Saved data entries
=== Begin Enclosure ===

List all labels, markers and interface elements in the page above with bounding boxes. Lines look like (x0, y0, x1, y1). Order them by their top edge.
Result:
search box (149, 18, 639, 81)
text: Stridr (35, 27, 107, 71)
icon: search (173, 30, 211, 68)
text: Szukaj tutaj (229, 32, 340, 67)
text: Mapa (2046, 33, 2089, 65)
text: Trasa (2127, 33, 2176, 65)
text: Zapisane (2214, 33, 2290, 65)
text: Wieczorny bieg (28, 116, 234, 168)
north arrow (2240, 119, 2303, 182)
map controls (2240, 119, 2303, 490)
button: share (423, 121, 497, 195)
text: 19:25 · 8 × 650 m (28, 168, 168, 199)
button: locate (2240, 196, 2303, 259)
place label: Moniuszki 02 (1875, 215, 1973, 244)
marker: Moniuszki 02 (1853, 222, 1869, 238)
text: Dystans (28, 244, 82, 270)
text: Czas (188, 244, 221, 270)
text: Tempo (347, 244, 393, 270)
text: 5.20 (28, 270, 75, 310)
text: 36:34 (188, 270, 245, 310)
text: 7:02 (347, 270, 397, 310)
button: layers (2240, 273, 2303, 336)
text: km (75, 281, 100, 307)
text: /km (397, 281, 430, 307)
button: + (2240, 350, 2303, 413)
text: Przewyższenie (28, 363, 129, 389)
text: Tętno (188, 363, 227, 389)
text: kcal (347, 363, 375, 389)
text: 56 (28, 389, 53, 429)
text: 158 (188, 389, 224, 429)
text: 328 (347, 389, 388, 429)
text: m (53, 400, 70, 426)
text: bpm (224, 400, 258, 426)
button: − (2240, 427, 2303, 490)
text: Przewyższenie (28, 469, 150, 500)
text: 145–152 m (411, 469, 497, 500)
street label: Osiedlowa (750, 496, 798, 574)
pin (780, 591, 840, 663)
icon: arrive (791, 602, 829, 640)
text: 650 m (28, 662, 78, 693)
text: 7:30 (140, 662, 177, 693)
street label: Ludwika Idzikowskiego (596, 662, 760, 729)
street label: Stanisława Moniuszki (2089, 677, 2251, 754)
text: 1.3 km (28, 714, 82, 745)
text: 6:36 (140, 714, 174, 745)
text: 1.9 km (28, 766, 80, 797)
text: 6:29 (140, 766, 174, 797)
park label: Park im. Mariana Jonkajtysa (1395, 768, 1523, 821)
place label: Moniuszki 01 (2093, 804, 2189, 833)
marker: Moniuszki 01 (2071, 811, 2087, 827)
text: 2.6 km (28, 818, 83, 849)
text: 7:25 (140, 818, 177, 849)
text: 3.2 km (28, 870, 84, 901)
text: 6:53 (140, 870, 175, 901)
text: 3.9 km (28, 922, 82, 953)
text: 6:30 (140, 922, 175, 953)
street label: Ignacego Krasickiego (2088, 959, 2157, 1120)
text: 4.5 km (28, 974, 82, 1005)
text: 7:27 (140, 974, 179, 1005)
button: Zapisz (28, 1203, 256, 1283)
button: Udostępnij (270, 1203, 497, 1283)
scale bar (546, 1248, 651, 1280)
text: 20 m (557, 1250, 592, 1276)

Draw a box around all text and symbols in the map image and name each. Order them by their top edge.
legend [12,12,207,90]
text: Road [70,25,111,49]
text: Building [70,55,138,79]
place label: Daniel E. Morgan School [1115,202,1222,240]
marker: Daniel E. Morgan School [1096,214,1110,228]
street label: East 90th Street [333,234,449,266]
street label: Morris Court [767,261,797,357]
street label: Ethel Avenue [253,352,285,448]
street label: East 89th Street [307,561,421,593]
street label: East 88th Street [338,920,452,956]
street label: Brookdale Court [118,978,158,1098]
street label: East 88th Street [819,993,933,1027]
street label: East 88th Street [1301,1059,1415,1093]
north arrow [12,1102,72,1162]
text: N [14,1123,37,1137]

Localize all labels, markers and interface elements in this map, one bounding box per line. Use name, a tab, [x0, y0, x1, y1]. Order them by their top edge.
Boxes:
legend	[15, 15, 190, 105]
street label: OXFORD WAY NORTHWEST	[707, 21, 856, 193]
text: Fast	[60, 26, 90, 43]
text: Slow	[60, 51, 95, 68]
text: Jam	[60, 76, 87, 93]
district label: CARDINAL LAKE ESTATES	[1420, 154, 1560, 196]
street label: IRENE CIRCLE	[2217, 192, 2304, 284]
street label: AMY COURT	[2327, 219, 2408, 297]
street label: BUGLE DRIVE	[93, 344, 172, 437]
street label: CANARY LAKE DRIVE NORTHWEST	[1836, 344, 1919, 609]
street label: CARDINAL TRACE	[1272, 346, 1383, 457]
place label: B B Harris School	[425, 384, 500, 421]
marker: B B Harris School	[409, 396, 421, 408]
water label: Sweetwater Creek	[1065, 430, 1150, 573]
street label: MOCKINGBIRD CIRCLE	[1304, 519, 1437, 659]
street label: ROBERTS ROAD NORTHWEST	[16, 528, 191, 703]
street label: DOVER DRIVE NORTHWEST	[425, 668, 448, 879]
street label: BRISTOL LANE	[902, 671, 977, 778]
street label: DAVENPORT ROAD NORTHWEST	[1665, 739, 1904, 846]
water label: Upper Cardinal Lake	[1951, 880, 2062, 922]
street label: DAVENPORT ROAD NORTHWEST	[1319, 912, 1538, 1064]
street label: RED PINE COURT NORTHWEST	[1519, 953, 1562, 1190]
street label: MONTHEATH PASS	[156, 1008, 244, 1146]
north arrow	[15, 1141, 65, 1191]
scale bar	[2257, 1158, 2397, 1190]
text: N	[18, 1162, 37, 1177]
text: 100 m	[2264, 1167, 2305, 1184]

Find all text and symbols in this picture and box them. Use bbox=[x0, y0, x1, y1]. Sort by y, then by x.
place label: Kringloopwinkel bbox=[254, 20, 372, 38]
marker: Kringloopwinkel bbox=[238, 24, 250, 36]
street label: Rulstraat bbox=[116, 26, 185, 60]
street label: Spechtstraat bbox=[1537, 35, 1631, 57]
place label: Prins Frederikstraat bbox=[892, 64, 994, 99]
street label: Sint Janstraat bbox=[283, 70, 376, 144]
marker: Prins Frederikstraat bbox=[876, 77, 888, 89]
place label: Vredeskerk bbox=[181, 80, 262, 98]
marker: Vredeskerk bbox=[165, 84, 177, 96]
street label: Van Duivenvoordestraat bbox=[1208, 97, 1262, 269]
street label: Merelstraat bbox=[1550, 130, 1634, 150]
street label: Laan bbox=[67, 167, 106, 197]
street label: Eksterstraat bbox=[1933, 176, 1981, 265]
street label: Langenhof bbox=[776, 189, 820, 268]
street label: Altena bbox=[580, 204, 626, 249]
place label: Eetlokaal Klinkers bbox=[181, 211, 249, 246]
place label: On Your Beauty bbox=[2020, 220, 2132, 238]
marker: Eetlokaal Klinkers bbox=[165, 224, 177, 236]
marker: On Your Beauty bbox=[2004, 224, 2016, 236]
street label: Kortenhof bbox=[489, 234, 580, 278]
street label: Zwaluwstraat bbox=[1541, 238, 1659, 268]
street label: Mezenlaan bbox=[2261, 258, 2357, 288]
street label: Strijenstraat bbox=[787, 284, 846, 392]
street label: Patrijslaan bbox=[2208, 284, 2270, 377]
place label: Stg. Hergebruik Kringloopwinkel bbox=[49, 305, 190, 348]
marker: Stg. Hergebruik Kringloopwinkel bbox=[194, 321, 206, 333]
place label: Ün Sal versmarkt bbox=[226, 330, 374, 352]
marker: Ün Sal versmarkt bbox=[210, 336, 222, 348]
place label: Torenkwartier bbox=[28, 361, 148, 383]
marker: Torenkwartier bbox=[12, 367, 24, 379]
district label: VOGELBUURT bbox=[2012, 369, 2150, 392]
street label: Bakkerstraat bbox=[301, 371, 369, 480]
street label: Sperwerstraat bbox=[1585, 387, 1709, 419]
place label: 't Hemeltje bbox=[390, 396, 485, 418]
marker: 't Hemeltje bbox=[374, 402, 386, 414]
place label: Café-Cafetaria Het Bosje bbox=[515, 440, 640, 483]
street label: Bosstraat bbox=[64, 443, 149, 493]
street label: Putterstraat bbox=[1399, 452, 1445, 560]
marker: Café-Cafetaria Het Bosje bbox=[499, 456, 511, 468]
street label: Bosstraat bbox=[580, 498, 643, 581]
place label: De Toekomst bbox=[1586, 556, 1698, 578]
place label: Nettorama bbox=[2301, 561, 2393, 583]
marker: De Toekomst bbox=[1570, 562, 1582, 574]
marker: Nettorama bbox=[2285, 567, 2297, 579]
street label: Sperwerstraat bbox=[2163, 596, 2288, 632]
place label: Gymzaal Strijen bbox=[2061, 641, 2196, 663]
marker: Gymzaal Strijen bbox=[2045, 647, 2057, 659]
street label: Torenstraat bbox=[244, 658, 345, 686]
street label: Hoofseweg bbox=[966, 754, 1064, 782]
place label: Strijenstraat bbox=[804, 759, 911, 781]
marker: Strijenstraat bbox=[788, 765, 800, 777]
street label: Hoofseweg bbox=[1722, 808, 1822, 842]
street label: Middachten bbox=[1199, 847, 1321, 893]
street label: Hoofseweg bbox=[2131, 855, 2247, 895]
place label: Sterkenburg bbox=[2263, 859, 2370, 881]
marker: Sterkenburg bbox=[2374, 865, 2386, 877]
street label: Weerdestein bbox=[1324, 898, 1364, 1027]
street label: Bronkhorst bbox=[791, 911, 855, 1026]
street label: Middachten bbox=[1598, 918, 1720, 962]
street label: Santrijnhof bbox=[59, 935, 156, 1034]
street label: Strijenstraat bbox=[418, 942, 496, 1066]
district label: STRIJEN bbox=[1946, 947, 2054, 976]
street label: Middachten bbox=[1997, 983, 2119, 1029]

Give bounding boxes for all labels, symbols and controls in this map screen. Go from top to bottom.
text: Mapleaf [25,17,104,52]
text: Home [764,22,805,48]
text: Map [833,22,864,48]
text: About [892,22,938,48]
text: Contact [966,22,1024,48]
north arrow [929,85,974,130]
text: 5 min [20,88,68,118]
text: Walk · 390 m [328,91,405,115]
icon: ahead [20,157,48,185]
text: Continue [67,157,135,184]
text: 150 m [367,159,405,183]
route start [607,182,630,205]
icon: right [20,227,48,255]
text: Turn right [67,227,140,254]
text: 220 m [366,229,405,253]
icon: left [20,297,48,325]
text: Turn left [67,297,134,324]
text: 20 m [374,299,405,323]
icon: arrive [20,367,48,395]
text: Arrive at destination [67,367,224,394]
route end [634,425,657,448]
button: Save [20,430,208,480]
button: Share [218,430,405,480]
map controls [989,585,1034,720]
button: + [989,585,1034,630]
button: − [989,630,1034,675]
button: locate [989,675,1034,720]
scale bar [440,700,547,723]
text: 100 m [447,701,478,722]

=== End Enclosure ===

§ **TRY IT**: Whenever the word "Harris" shows up in a line, that line counts. Say how many lines of the data count, giving the number alone.

§ **REPLY TO THE TASK**: 2